As the pass fell incomplete, Robinson let everyone in shouting distance know that he made the play.

“He does not want to get beat," Saleh said. "Every rep is so important to him. He doesn’t care who he’s going against. It’s a tremendous mindset when you get a guy like Rashard who is so focused on what he’s capable of and about him and how he’s going to win, and the man in front of him has no bearing on what he’s about to do.”

For the Niners' defense to take a step forward this season, they'll need Robinson to carry a lot of the freight. As part of his offseason goals, Robinson said he has added weight and is now closer to 190 pounds after playing last season at a listed weight of 177.

Robinson also made it a point to refine the fundamentals Hafley taught him as a rookie.

"Everything we worked on last year, you can tell he worked on it in the offseason," Hafley said. "It’s all gotten better, whether it’s staying square at the line of scrimmage, foot quickness, transition, burst. He understands more how I teach things and the way I like to play press and man. So I think he’s taken a step. He’s still a ways to go."

Beyond that, Robinson said the game has slowed down for him and details such as the way receivers are lining up and even the quarterback's cadence are offering pre-snap clues on possible route combinations.

During his rookie season, Robinson entered in nickel packages, with Ward moving into the slot. He started six games when Ward was out due to injury and finished with 28 tackles and an interception. His 523 snaps played rank second among all Niners cornerbacks for a career. Only Johnson, who is battling for the left-cornerback spot opposite Robinson, has more.

That is why Robinson already views himself as one of the veterans in a room that isn't long on experience. It's also why he is taking it upon himself to help younger corners who are now in the spot he occupied just a year ago.

"That’s just one thing about me, just being the older guy in the room," Robinson said. "We’ve got all these rookies coming in. You just want to keep giving them stuff, keep feeding them along so they can elevate their game even more.

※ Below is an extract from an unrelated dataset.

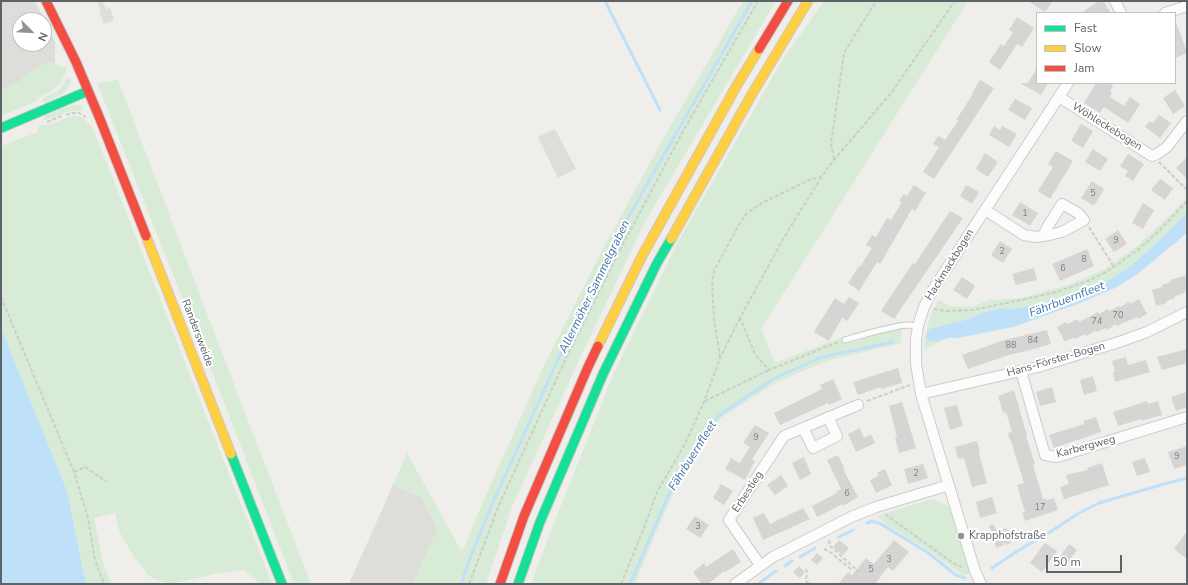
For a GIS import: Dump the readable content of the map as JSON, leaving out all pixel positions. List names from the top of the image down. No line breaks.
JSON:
{"streets":{"main road":["Randersweide"],"street":["Wöhleckebogen","Hackmackbogen","Hans-Förster-Bogen","Karbergweg","Erbestieg"]},"crossings":[["Wöhleckebogen","Hackmackbogen"],["Hackmackbogen","Hans-Förster-Bogen"],["Hans-Förster-Bogen","Karbergweg"]],"water":["Allermöher Sammelgraben","Fährbuernfleet"],"places":["Krapphofstraße"],"house_numbers":["5","1","9","2","8","6","70","74","84","88","9","9","2","6","17","3","3","5"],"legend":["Fast","Slow","Jam"],"scale_bar":"50 m","north":"bottom right"}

"Because T-Brock is not there anymore, it’s an unfortunate thing, so now you have got other people who have to fill in those shoes," Robinson said. "So me coming in from Year 1 now to Year 2, I’ve got some shoes to fill, but I just keep going out there being humble and hungry and just producing."

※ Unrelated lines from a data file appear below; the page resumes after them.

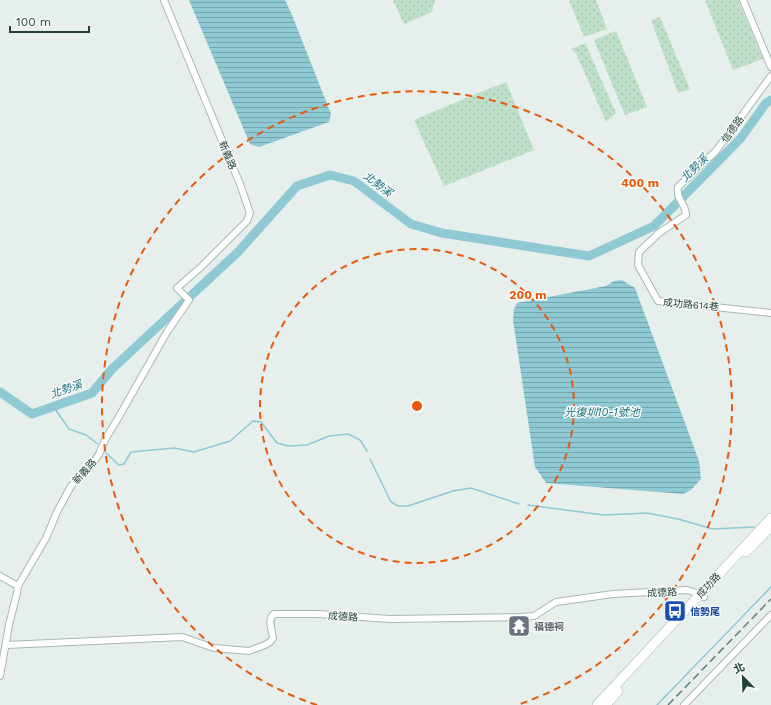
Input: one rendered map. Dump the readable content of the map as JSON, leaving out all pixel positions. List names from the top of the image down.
{
  "streets": {
    "street": [
      "信德路",
      "新義路",
      "成功路614巷",
      "成功路",
      "成德路"
    ]
  },
  "crossings": [
    ["信德路", "成功路614巷"],
    ["新義路", "成德路"],
    ["成功路", "成德路"]
  ],
  "water": ["北勢溪", "光復圳10-1號池"],
  "places": {
    "bus stop": ["信勢尾"],
    "temple": ["福德祠"]
  },
  "scale_bar": "100 m",
  "north": "top left",
  "rings": ["400 m", "200 m"]
}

At one point during Wednesday's practice, Robinson sidled up next to third-round pick Witherspoon and offered pointers. It's something that Robinson indicated will be a familiar sight with him and some of the team's young corners.

"If I see a dude lacking with something, just pull him to the side and just let him know what it is and what it’s going to be like," Robinson said. "You have to handle your business. That’s one thing. We are out there grinding constantly, so if I see one dude mess up on something, like he’s got to kick a little longer or he punches with the wrong hand, I’m going to pull him to the side and just tell him so it’ll just be better for him because you never really know when someone might go down and they have to fill in that spot."